WHAT TO WORK ON: The answer must consist of the records, repeated exactly.

╭─ SUPPLIED DATA

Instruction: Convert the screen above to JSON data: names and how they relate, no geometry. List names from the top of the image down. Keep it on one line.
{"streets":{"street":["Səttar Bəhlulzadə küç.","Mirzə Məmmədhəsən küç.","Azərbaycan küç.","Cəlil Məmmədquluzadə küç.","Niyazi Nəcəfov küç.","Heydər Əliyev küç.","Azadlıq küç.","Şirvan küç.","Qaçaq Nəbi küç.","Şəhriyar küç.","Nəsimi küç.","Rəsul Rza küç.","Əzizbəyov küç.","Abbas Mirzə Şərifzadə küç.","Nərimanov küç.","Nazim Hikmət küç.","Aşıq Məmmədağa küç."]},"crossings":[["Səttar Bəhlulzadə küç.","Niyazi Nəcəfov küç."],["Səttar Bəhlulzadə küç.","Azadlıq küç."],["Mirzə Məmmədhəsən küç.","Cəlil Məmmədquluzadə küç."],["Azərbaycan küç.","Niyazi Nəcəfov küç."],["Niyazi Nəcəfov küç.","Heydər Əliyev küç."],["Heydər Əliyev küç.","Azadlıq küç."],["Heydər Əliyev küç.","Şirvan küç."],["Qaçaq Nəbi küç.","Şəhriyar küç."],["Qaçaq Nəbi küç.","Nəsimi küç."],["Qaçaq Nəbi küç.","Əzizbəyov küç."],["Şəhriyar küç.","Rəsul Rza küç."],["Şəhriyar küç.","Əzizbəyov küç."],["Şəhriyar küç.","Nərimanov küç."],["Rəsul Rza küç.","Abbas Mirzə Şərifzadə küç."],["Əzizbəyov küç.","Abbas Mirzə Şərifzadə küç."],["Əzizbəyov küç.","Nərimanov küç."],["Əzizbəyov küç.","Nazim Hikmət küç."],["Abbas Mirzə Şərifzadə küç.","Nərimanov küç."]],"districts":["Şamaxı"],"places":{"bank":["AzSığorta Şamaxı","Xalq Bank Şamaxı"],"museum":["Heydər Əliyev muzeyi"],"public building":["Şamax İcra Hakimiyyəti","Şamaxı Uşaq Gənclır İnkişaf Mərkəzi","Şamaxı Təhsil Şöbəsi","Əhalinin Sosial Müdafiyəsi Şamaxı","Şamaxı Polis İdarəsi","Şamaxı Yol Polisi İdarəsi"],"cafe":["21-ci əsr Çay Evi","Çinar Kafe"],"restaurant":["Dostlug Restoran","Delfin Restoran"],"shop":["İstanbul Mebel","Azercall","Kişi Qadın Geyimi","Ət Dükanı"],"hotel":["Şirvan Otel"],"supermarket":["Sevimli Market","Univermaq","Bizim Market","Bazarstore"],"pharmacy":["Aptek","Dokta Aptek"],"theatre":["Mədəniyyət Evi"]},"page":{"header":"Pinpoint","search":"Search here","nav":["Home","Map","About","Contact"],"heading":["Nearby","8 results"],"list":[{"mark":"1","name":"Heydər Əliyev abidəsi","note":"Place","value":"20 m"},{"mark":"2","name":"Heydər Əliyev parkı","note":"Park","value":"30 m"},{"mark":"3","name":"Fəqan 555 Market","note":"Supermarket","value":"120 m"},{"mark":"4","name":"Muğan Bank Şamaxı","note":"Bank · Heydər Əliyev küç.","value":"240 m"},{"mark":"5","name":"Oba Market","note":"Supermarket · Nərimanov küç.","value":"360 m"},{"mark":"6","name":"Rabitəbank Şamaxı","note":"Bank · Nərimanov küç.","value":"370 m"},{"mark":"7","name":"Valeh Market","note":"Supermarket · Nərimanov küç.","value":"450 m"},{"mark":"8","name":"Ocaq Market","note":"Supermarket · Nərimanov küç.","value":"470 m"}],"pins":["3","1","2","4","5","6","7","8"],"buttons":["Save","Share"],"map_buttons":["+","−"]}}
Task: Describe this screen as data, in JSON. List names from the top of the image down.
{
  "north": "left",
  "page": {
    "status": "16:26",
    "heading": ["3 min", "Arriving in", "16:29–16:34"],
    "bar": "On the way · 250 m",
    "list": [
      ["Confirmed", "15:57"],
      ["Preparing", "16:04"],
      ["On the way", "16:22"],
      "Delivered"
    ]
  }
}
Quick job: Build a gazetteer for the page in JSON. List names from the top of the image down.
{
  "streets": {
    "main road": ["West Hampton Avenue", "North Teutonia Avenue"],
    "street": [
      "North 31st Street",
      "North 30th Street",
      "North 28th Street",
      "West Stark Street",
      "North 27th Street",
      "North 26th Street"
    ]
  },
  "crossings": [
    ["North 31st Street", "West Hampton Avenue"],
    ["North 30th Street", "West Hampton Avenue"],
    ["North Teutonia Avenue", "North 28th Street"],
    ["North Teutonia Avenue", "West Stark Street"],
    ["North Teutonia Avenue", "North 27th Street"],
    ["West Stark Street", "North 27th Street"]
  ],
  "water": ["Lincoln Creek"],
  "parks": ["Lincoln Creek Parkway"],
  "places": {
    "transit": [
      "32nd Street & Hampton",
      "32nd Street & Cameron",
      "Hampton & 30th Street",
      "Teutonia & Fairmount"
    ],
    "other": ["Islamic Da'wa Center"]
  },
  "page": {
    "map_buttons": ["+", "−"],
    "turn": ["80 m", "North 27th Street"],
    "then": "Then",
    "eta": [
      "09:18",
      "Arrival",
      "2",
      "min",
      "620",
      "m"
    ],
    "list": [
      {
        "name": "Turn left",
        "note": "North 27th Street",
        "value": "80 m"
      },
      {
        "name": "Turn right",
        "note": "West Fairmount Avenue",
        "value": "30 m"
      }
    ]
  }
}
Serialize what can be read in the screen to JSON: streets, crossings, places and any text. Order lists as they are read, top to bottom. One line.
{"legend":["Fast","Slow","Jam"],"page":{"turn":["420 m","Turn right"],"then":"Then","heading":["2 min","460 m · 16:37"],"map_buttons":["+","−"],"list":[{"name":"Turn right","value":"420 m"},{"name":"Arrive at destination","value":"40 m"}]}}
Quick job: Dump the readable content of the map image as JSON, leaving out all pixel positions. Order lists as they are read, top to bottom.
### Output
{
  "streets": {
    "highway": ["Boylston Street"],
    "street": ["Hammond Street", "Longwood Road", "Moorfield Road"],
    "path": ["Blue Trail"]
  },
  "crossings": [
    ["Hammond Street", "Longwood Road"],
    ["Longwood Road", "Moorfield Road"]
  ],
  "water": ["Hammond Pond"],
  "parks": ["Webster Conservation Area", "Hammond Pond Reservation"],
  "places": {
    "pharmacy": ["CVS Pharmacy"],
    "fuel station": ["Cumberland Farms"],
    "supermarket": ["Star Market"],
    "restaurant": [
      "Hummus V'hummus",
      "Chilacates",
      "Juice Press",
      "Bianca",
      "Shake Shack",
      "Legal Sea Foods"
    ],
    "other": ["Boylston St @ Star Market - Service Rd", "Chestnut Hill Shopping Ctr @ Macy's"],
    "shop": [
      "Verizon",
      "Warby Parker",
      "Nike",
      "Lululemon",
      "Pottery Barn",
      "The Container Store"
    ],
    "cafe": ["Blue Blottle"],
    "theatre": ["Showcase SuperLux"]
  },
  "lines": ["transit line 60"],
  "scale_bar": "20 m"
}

╰─

TASK RESPONSE:
Instruction: Convert the screen above to JSON data: names and how they relate, no geometry. List names from the top of the image down. Keep it on one line.
{"streets":{"street":["Səttar Bəhlulzadə küç.","Mirzə Məmmədhəsən küç.","Azərbaycan küç.","Cəlil Məmmədquluzadə küç.","Niyazi Nəcəfov küç.","Heydər Əliyev küç.","Azadlıq küç.","Şirvan küç.","Qaçaq Nəbi küç.","Şəhriyar küç.","Nəsimi küç.","Rəsul Rza küç.","Əzizbəyov küç.","Abbas Mirzə Şərifzadə küç.","Nərimanov küç.","Nazim Hikmət küç.","Aşıq Məmmədağa küç."]},"crossings":[["Səttar Bəhlulzadə küç.","Niyazi Nəcəfov küç."],["Səttar Bəhlulzadə küç.","Azadlıq küç."],["Mirzə Məmmədhəsən küç.","Cəlil Məmmədquluzadə küç."],["Azərbaycan küç.","Niyazi Nəcəfov küç."],["Niyazi Nəcəfov küç.","Heydər Əliyev küç."],["Heydər Əliyev küç.","Azadlıq küç."],["Heydər Əliyev küç.","Şirvan küç."],["Qaçaq Nəbi küç.","Şəhriyar küç."],["Qaçaq Nəbi küç.","Nəsimi küç."],["Qaçaq Nəbi küç.","Əzizbəyov küç."],["Şəhriyar küç.","Rəsul Rza küç."],["Şəhriyar küç.","Əzizbəyov küç."],["Şəhriyar küç.","Nərimanov küç."],["Rəsul Rza küç.","Abbas Mirzə Şərifzadə küç."],["Əzizbəyov küç.","Abbas Mirzə Şərifzadə küç."],["Əzizbəyov küç.","Nərimanov küç."],["Əzizbəyov küç.","Nazim Hikmət küç."],["Abbas Mirzə Şərifzadə küç.","Nərimanov küç."]],"districts":["Şamaxı"],"places":{"bank":["AzSığorta Şamaxı","Xalq Bank Şamaxı"],"museum":["Heydər Əliyev muzeyi"],"public building":["Şamax İcra Hakimiyyəti","Şamaxı Uşaq Gənclır İnkişaf Mərkəzi","Şamaxı Təhsil Şöbəsi","Əhalinin Sosial Müdafiyəsi Şamaxı","Şamaxı Polis İdarəsi","Şamaxı Yol Polisi İdarəsi"],"cafe":["21-ci əsr Çay Evi","Çinar Kafe"],"restaurant":["Dostlug Restoran","Delfin Restoran"],"shop":["İstanbul Mebel","Azercall","Kişi Qadın Geyimi","Ət Dükanı"],"hotel":["Şirvan Otel"],"supermarket":["Sevimli Market","Univermaq","Bizim Market","Bazarstore"],"pharmacy":["Aptek","Dokta Aptek"],"theatre":["Mədəniyyət Evi"]},"page":{"header":"Pinpoint","search":"Search here","nav":["Home","Map","About","Contact"],"heading":["Nearby","8 results"],"list":[{"mark":"1","name":"Heydər Əliyev abidəsi","note":"Place","value":"20 m"},{"mark":"2","name":"Heydər Əliyev parkı","note":"Park","value":"30 m"},{"mark":"3","name":"Fəqan 555 Market","note":"Supermarket","value":"120 m"},{"mark":"4","name":"Muğan Bank Şamaxı","note":"Bank · Heydər Əliyev küç.","value":"240 m"},{"mark":"5","name":"Oba Market","note":"Supermarket · Nərimanov küç.","value":"360 m"},{"mark":"6","name":"Rabitəbank Şamaxı","note":"Bank · Nərimanov küç.","value":"370 m"},{"mark":"7","name":"Valeh Market","note":"Supermarket · Nərimanov küç.","value":"450 m"},{"mark":"8","name":"Ocaq Market","note":"Supermarket · Nərimanov küç.","value":"470 m"}],"pins":["3","1","2","4","5","6","7","8"],"buttons":["Save","Share"],"map_buttons":["+","−"]}}
Task: Describe this screen as data, in JSON. List names from the top of the image down.
{
  "north": "left",
  "page": {
    "status": "16:26",
    "heading": ["3 min", "Arriving in", "16:29–16:34"],
    "bar": "On the way · 250 m",
    "list": [
      ["Confirmed", "15:57"],
      ["Preparing", "16:04"],
      ["On the way", "16:22"],
      "Delivered"
    ]
  }
}
Quick job: Build a gazetteer for the page in JSON. List names from the top of the image down.
{
  "streets": {
    "main road": ["West Hampton Avenue", "North Teutonia Avenue"],
    "street": [
      "North 31st Street",
      "North 30th Street",
      "North 28th Street",
      "West Stark Street",
      "North 27th Street",
      "North 26th Street"
    ]
  },
  "crossings": [
    ["North 31st Street", "West Hampton Avenue"],
    ["North 30th Street", "West Hampton Avenue"],
    ["North Teutonia Avenue", "North 28th Street"],
    ["North Teutonia Avenue", "West Stark Street"],
    ["North Teutonia Avenue", "North 27th Street"],
    ["West Stark Street", "North 27th Street"]
  ],
  "water": ["Lincoln Creek"],
  "parks": ["Lincoln Creek Parkway"],
  "places": {
    "transit": [
      "32nd Street & Hampton",
      "32nd Street & Cameron",
      "Hampton & 30th Street",
      "Teutonia & Fairmount"
    ],
    "other": ["Islamic Da'wa Center"]
  },
  "page": {
    "map_buttons": ["+", "−"],
    "turn": ["80 m", "North 27th Street"],
    "then": "Then",
    "eta": [
      "09:18",
      "Arrival",
      "2",
      "min",
      "620",
      "m"
    ],
    "list": [
      {
        "name": "Turn left",
        "note": "North 27th Street",
        "value": "80 m"
      },
      {
        "name": "Turn right",
        "note": "West Fairmount Avenue",
        "value": "30 m"
      }
    ]
  }
}
Serialize what can be read in the screen to JSON: streets, crossings, places and any text. Order lists as they are read, top to bottom. One line.
{"legend":["Fast","Slow","Jam"],"page":{"turn":["420 m","Turn right"],"then":"Then","heading":["2 min","460 m · 16:37"],"map_buttons":["+","−"],"list":[{"name":"Turn right","value":"420 m"},{"name":"Arrive at destination","value":"40 m"}]}}
Quick job: Dump the readable content of the map image as JSON, leaving out all pixel positions. Order lists as they are read, top to bottom.
### Output
{
  "streets": {
    "highway": ["Boylston Street"],
    "street": ["Hammond Street", "Longwood Road", "Moorfield Road"],
    "path": ["Blue Trail"]
  },
  "crossings": [
    ["Hammond Street", "Longwood Road"],
    ["Longwood Road", "Moorfield Road"]
  ],
  "water": ["Hammond Pond"],
  "parks": ["Webster Conservation Area", "Hammond Pond Reservation"],
  "places": {
    "pharmacy": ["CVS Pharmacy"],
    "fuel station": ["Cumberland Farms"],
    "supermarket": ["Star Market"],
    "restaurant": [
      "Hummus V'hummus",
      "Chilacates",
      "Juice Press",
      "Bianca",
      "Shake Shack",
      "Legal Sea Foods"
    ],
    "other": ["Boylston St @ Star Market - Service Rd", "Chestnut Hill Shopping Ctr @ Macy's"],
    "shop": [
      "Verizon",
      "Warby Parker",
      "Nike",
      "Lululemon",
      "Pottery Barn",
      "The Container Store"
    ],
    "cafe": ["Blue Blottle"],
    "theatre": ["Showcase SuperLux"]
  },
  "lines": ["transit line 60"],
  "scale_bar": "20 m"
}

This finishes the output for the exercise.